8. Foreign Devils on the Silk Road by Peter Hopkirk
From the same author of the previous book, however this one tells the stories of lost cities that once blossomed into thriving centres of Buddhist art and learning. Peter Hopkirk in this book tells the story of the courageous men who led long-range archaeological raids in the oasis towns vanished beneath the desert sands to be forgotten for a thousand years. Those oases believed to be filled with treasures and guarded by demons, and archaeologists putting their lives under the risk face the challenge to seek, find and unearth those treasures.
9. Life along the Silk Road by Susan Whitfield
This book brings alive the now ruined and sand-covered desert towns and their inhabitants on the vast network of Central Asian tracks that became known as the Silk Road.
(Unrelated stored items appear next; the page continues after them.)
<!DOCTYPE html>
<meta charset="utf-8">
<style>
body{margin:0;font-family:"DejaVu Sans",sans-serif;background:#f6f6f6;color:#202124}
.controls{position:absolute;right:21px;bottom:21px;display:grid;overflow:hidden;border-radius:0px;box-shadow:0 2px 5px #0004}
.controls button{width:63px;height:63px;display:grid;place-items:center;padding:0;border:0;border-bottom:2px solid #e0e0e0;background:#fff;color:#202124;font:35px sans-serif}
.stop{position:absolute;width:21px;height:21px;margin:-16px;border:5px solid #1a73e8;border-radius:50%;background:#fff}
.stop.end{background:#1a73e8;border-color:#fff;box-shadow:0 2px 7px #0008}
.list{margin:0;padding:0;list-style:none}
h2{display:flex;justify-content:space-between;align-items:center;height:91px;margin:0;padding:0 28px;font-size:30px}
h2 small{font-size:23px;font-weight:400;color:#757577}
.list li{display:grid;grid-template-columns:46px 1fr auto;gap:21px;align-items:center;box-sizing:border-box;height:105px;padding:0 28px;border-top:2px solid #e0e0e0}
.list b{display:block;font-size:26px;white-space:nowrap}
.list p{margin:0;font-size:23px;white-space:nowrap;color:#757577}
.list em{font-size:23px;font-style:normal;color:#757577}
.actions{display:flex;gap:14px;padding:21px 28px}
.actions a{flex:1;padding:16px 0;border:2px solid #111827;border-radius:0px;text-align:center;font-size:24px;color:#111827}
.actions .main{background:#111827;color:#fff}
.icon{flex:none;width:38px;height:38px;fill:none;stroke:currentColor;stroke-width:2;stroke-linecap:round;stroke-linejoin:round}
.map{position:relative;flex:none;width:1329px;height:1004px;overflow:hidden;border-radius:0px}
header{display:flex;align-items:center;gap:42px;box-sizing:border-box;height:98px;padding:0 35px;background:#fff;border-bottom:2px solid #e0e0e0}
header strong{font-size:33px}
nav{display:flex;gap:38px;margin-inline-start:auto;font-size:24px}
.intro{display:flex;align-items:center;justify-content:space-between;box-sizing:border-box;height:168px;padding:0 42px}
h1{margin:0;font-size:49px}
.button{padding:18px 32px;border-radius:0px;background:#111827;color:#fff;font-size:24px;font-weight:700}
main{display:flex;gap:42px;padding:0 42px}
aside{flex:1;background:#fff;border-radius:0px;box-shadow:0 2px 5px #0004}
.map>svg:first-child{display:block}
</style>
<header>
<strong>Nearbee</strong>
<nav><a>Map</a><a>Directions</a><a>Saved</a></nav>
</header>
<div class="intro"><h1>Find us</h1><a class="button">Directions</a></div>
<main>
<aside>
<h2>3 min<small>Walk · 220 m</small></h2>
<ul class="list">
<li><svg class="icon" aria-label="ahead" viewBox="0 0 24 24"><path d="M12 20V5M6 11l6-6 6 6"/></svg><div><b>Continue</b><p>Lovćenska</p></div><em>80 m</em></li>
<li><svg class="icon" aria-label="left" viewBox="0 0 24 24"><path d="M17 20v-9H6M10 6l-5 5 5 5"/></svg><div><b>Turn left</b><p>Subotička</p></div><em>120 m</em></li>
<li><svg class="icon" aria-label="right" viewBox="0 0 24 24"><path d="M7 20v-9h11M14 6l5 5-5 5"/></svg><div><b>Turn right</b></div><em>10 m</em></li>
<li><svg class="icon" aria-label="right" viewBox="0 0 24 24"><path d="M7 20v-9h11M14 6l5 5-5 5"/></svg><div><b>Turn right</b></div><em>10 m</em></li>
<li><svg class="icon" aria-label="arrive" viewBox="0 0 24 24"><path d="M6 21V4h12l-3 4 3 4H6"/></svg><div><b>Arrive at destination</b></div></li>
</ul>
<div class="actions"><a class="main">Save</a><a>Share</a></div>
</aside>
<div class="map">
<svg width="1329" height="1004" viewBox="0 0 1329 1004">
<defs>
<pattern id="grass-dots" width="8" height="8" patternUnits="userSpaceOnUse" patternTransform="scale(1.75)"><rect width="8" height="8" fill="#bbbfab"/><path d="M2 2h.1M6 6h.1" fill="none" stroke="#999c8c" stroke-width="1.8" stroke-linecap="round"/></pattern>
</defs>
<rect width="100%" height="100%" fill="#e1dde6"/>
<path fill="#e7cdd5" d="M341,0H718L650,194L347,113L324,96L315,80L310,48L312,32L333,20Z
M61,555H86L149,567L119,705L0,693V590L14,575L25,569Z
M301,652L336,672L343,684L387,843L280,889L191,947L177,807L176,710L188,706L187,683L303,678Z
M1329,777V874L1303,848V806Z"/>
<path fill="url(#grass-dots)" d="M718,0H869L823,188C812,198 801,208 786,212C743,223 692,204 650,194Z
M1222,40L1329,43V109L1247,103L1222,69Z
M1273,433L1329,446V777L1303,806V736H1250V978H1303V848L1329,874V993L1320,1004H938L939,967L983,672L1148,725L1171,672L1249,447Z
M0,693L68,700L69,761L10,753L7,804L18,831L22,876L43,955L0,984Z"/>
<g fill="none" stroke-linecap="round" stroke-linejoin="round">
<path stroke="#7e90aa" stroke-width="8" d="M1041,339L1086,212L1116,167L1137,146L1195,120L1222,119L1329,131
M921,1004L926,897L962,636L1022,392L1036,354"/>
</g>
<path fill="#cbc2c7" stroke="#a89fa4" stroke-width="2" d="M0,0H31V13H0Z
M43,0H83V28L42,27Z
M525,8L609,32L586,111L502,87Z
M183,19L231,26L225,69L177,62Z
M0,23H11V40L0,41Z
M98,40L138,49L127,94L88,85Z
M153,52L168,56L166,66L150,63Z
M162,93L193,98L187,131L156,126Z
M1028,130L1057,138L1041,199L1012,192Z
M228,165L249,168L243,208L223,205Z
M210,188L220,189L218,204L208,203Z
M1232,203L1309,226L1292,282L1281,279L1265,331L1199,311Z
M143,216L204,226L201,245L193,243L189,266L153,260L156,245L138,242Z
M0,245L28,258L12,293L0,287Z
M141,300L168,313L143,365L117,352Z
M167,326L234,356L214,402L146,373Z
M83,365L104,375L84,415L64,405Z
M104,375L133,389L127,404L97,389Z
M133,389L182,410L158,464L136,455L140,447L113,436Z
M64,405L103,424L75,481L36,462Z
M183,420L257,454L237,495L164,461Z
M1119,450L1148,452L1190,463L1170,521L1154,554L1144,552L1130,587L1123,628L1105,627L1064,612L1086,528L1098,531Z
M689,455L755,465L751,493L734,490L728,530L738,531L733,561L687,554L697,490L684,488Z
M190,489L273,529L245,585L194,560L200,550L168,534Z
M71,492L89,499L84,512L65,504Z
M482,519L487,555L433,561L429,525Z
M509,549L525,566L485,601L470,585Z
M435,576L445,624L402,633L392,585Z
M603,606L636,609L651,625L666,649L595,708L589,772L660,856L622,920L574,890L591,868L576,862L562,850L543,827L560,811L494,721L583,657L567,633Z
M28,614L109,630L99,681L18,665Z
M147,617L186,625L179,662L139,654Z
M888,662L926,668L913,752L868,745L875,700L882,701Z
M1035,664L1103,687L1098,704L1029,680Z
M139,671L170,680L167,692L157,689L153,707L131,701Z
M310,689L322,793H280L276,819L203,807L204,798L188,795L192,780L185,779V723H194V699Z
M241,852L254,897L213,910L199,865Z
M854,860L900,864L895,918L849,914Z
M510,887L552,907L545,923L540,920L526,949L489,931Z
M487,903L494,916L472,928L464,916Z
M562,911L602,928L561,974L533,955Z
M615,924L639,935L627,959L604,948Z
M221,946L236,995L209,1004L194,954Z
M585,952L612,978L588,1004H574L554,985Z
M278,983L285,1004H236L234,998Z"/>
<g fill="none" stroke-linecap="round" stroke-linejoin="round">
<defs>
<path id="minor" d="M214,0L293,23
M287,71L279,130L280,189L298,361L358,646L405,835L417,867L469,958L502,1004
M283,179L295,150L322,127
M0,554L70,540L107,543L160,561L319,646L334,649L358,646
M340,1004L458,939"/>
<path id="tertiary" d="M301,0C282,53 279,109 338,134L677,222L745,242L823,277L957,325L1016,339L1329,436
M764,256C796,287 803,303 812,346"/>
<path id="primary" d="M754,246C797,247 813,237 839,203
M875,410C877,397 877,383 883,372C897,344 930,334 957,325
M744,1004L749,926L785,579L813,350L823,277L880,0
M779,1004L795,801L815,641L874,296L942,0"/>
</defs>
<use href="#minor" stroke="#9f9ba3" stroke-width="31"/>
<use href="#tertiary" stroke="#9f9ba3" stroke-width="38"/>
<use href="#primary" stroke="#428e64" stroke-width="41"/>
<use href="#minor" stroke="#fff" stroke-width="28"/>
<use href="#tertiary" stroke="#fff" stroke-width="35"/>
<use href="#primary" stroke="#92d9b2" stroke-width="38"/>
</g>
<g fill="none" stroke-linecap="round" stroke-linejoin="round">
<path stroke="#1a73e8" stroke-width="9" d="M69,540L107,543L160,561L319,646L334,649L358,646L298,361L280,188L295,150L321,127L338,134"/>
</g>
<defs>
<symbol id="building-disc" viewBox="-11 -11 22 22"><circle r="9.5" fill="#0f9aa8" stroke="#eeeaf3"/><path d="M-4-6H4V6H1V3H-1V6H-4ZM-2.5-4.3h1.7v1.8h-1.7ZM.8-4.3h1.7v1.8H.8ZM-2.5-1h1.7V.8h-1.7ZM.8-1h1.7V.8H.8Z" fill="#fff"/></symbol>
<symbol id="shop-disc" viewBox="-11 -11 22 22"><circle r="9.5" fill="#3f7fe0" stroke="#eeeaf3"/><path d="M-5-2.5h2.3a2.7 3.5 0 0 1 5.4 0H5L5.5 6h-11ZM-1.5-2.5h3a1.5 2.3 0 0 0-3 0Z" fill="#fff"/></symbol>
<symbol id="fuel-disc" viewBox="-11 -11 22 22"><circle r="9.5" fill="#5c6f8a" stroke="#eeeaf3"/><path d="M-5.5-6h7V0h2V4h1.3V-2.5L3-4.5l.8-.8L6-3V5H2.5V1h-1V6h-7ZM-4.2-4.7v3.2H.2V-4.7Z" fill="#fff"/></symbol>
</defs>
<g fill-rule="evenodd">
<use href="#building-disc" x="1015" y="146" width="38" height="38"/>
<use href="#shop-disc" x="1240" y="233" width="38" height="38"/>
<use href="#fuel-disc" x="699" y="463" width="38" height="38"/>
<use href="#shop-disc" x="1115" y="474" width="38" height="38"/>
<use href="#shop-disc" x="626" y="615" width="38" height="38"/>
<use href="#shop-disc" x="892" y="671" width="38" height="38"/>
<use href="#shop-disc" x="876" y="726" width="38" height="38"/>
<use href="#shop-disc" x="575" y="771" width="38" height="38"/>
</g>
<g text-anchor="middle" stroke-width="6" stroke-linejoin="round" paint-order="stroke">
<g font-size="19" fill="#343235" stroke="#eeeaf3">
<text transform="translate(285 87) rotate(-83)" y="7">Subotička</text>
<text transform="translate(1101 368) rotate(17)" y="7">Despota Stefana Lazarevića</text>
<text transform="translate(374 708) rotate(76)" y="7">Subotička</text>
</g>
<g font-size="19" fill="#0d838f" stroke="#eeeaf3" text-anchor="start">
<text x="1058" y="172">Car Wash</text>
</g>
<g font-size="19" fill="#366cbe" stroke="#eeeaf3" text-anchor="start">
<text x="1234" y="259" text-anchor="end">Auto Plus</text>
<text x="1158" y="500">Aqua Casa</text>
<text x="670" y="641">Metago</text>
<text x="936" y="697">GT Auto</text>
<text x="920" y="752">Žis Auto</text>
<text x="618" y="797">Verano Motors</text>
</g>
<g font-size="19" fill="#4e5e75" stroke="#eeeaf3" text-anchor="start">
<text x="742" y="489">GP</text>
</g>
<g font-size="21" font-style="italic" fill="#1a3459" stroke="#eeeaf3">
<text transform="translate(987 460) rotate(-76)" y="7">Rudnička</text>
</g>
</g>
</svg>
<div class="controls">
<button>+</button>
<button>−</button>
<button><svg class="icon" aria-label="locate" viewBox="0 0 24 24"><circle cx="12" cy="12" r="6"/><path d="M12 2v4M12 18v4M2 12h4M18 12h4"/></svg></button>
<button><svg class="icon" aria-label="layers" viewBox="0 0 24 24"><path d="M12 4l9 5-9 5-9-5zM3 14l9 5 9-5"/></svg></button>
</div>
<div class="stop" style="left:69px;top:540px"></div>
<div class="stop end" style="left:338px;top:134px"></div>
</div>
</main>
By encountering several both fictitious and factual figures in the book, we learn what life was like for ordinary men and women on the Silk Road. The stories of the different format present a highly original version of history.
10. A History of Inner Asia by Svat Soucek
This accessible introduction to Inner Asia traces its history from the arrival of Islam, through the various dynasties to the Russian conquest. It starts from the period immediately before the Arab conquest of Transoxiana in the 7th and 8th centuries, and provides an outline of the historic, cultural and economic drivers of Inner Asia's development up to the post-Soviet period of independence.